■ **Task brief**: Starting at the first line of the data, print every line up to and including the one with "Instruction: Parse this", but no pictures.

[Records contained in a dataset]

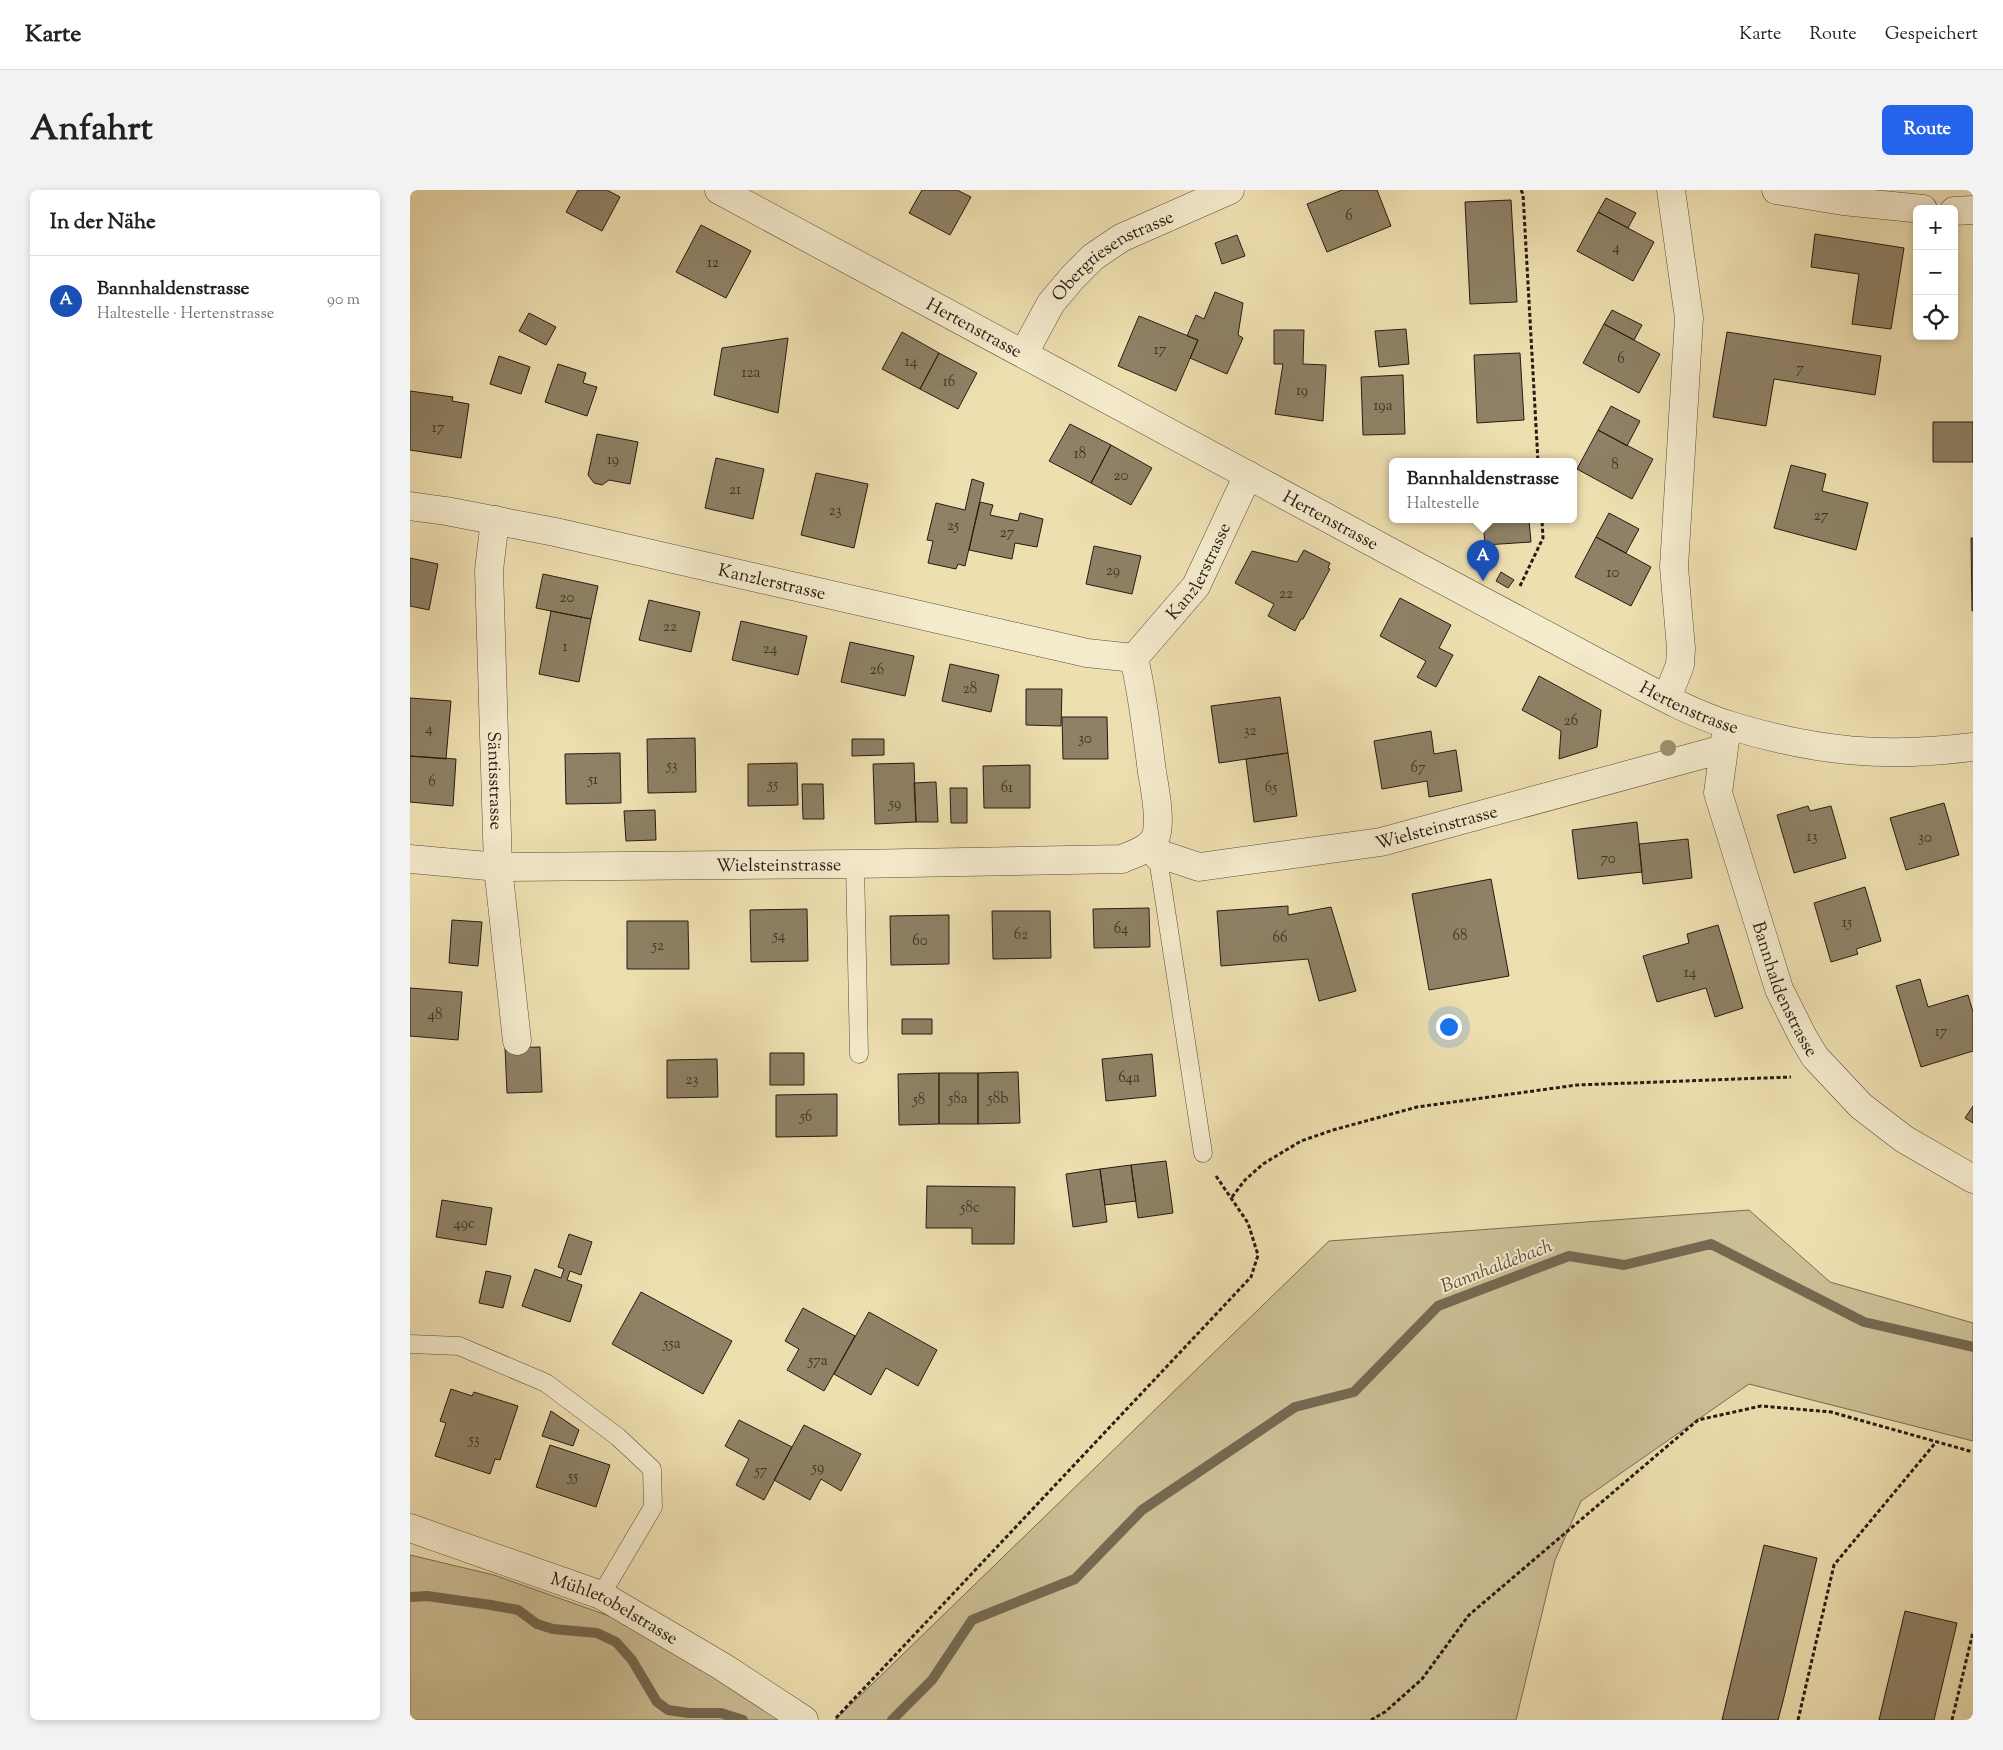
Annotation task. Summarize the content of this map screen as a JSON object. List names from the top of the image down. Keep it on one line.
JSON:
{"streets":{"street":["Obergriesenstrasse","Hertenstrasse","Kanzlerstrasse","Säntisstrasse","Wielsteinstrasse","Bannhaldenstrasse","Mühletobelstrasse"]},"crossings":[["Obergriesenstrasse","Hertenstrasse"],["Hertenstrasse","Kanzlerstrasse"],["Hertenstrasse","Wielsteinstrasse"],["Hertenstrasse","Bannhaldenstrasse"],["Kanzlerstrasse","Säntisstrasse"],["Säntisstrasse","Wielsteinstrasse"],["Wielsteinstrasse","Bannhaldenstrasse"]],"water":["Bannhaldebach"],"house_numbers":["6","4","12","17","6","14","7","12a","16","19","19a","17","18","19","8","20","21","23","27","25","27","29","10","22","20","22","1","24","26","28","26","4","32","30","53","67","51","6","55","61","65","59","13","30","70","15","64","62","54","68","66","60","52","14","48","17","64a","23","58a","58b","58","56","58c","49c","55a","57a","53","59","57","55"],"page":{"header":"Karte","nav":["Karte","Route","Gespeichert"],"title":"Anfahrt","buttons":"Route","heading":"In der Nähe","map_buttons":["+","−"],"list":[{"mark":"A","name":"Bannhaldenstrasse","note":"Haltestelle · Hertenstrasse","value":"90 m"}],"popup":["Bannhaldenstrasse","Haltestelle"],"pins":"A"}}
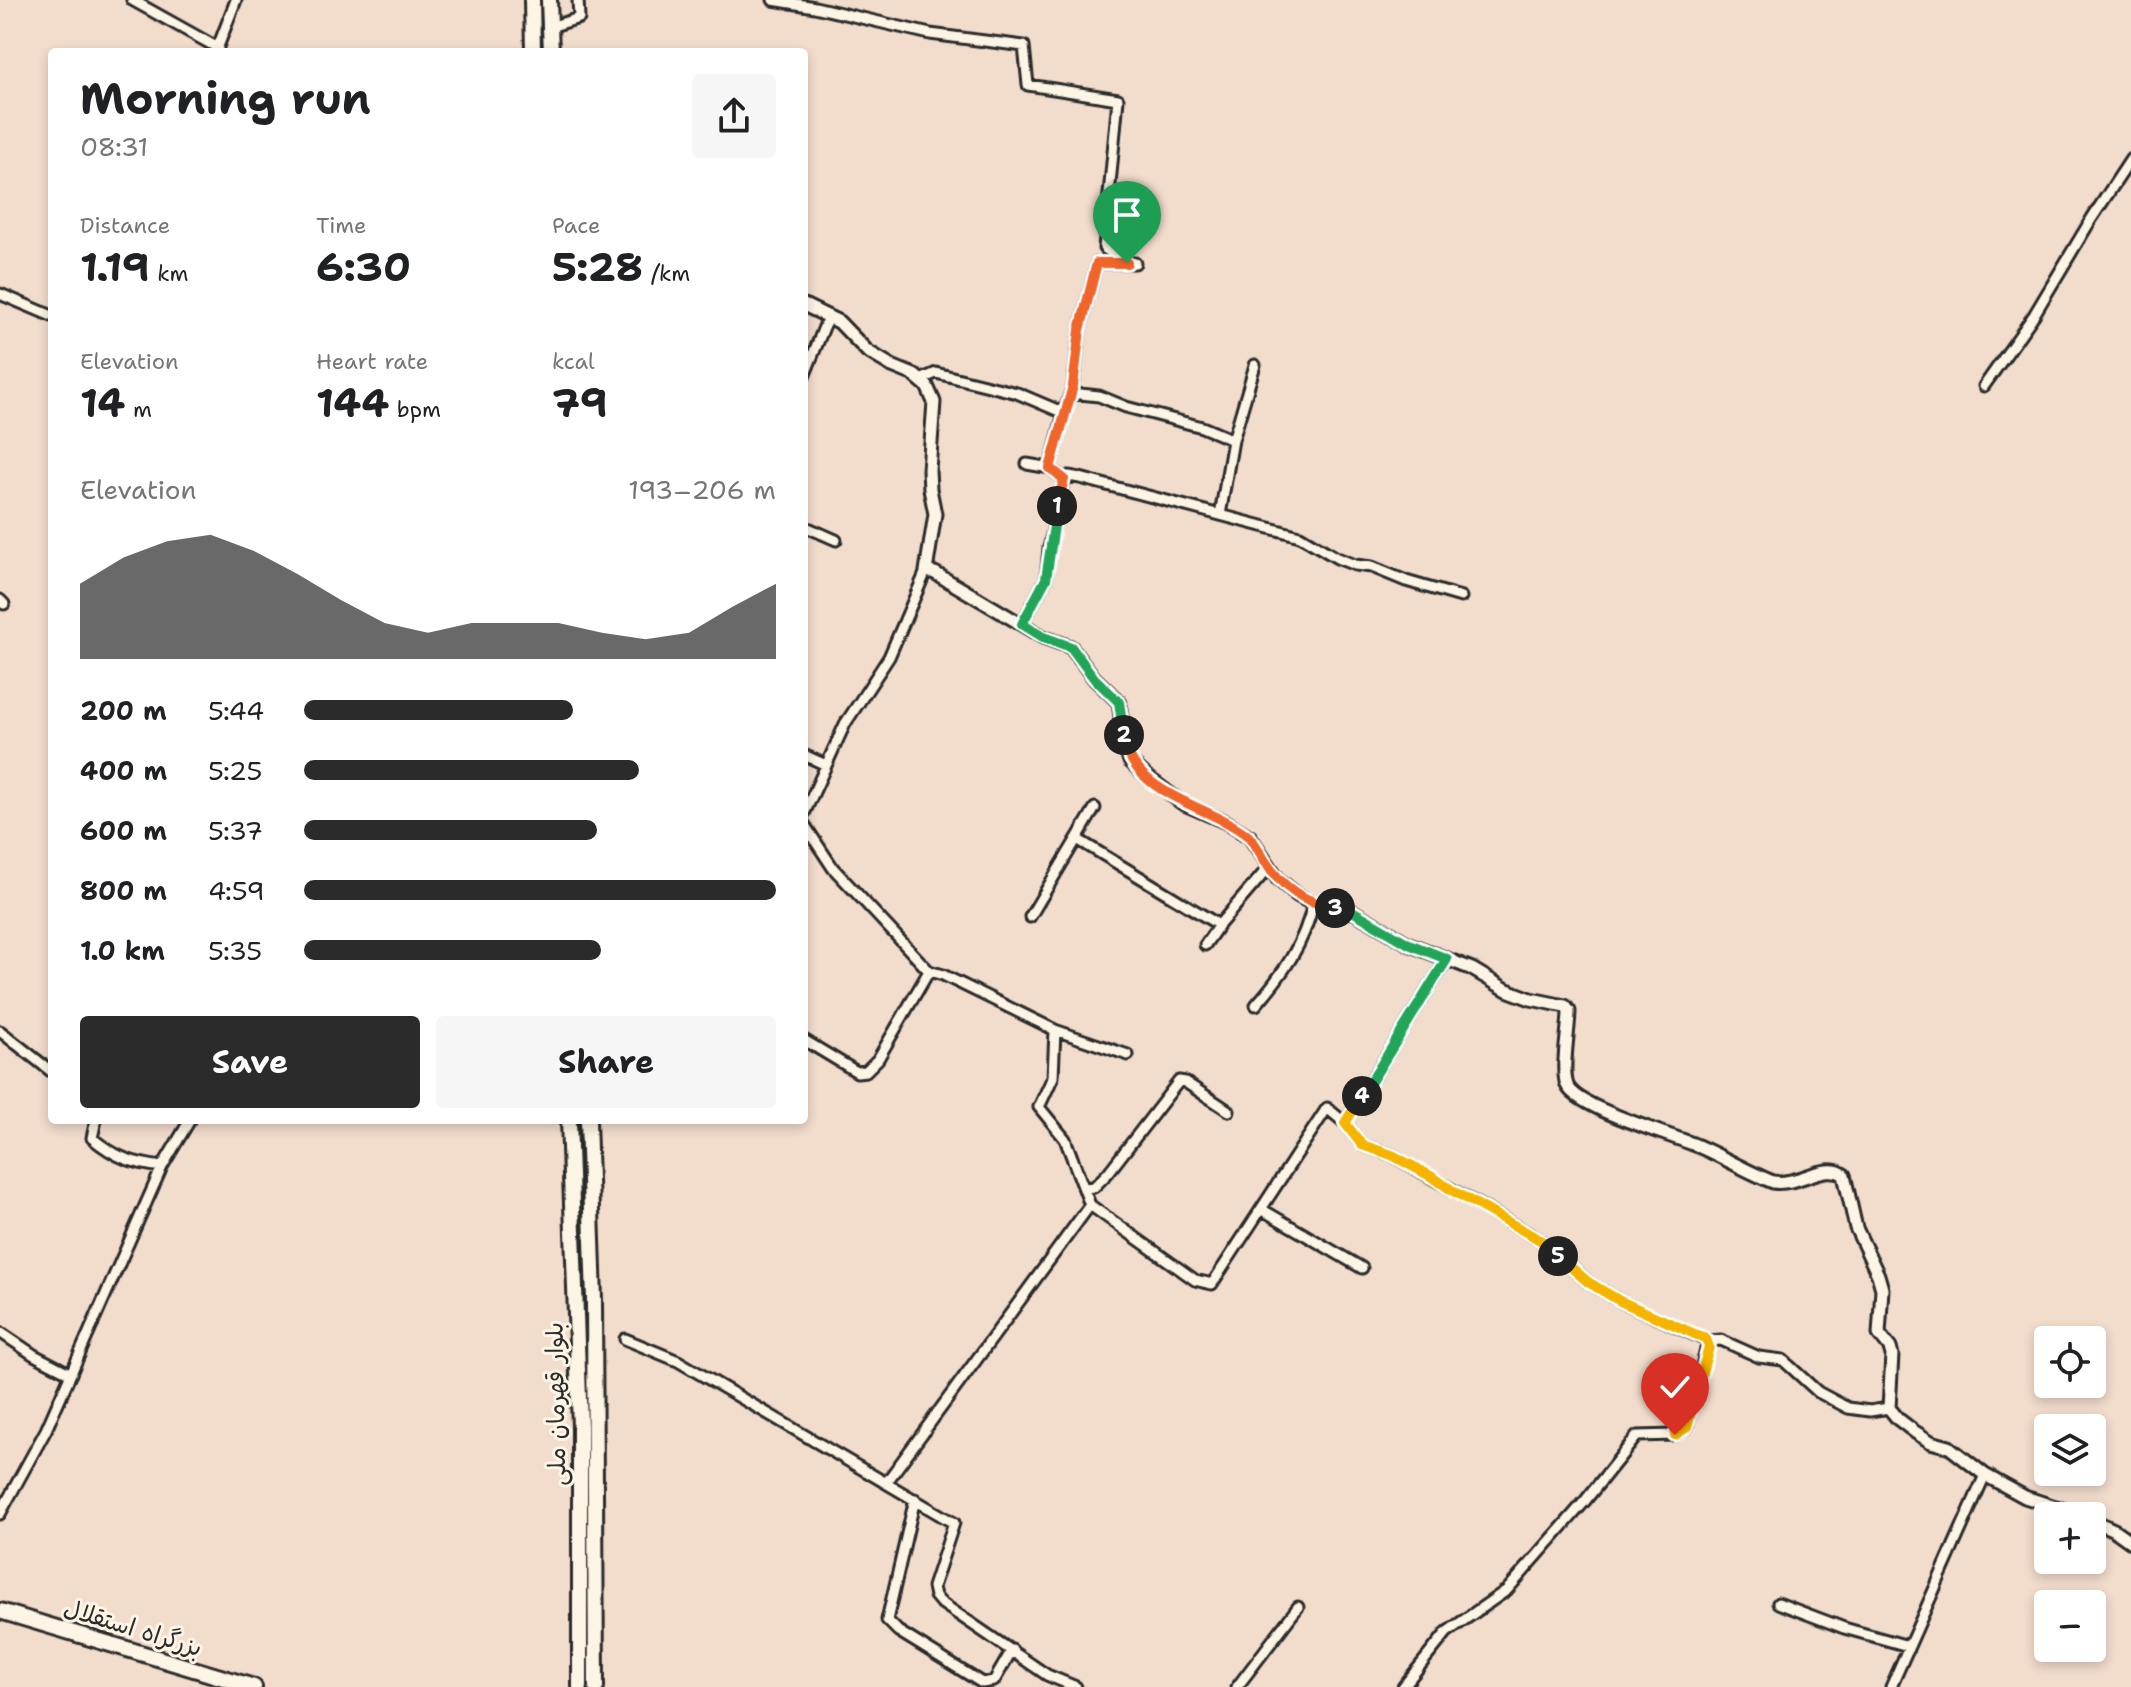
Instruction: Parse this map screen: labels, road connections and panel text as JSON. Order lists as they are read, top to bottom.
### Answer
{
  "streets": {
    "highway": ["بلوار قهرمان ملی", "بزرگراه استقلال"]
  },
  "page": {
    "heading": ["Morning run", "08:31"],
    "stats": [
      ["Distance", "1.19 km"],
      ["Time", "6:30"],
      ["Pace", "5:28 /km"],
      ["Elevation", "14 m"],
      ["Heart rate", "144 bpm"],
      ["kcal", "79"]
    ],
    "chart": ["Elevation", "193–206 m"],
    "pins": [
      "1",
      "2",
      "3",
      "4",
      "5"
    ],
    "list": [
      {
        "name": "200 m",
        "note": "5:44"
      },
      {
        "name": "400 m",
        "note": "5:25"
      },
      {
        "name": "600 m",
        "note": "5:37"
      },
      {
        "name": "800 m",
        "note": "4:59"
      },
      {
        "name": "1.0 km",
        "note": "5:35"
      }
    ],
    "buttons": ["Save", "Share"],
    "map_buttons": ["+", "−"]
  }
}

■ **Task solution**:
Annotation task. Summarize the content of this map screen as a JSON object. List names from the top of the image down. Keep it on one line.
JSON:
{"streets":{"street":["Obergriesenstrasse","Hertenstrasse","Kanzlerstrasse","Säntisstrasse","Wielsteinstrasse","Bannhaldenstrasse","Mühletobelstrasse"]},"crossings":[["Obergriesenstrasse","Hertenstrasse"],["Hertenstrasse","Kanzlerstrasse"],["Hertenstrasse","Wielsteinstrasse"],["Hertenstrasse","Bannhaldenstrasse"],["Kanzlerstrasse","Säntisstrasse"],["Säntisstrasse","Wielsteinstrasse"],["Wielsteinstrasse","Bannhaldenstrasse"]],"water":["Bannhaldebach"],"house_numbers":["6","4","12","17","6","14","7","12a","16","19","19a","17","18","19","8","20","21","23","27","25","27","29","10","22","20","22","1","24","26","28","26","4","32","30","53","67","51","6","55","61","65","59","13","30","70","15","64","62","54","68","66","60","52","14","48","17","64a","23","58a","58b","58","56","58c","49c","55a","57a","53","59","57","55"],"page":{"header":"Karte","nav":["Karte","Route","Gespeichert"],"title":"Anfahrt","buttons":"Route","heading":"In der Nähe","map_buttons":["+","−"],"list":[{"mark":"A","name":"Bannhaldenstrasse","note":"Haltestelle · Hertenstrasse","value":"90 m"}],"popup":["Bannhaldenstrasse","Haltestelle"],"pins":"A"}}
Instruction: Parse this map screen: labels, road connections and panel text as JSON. Order lists as they are read, top to bottom.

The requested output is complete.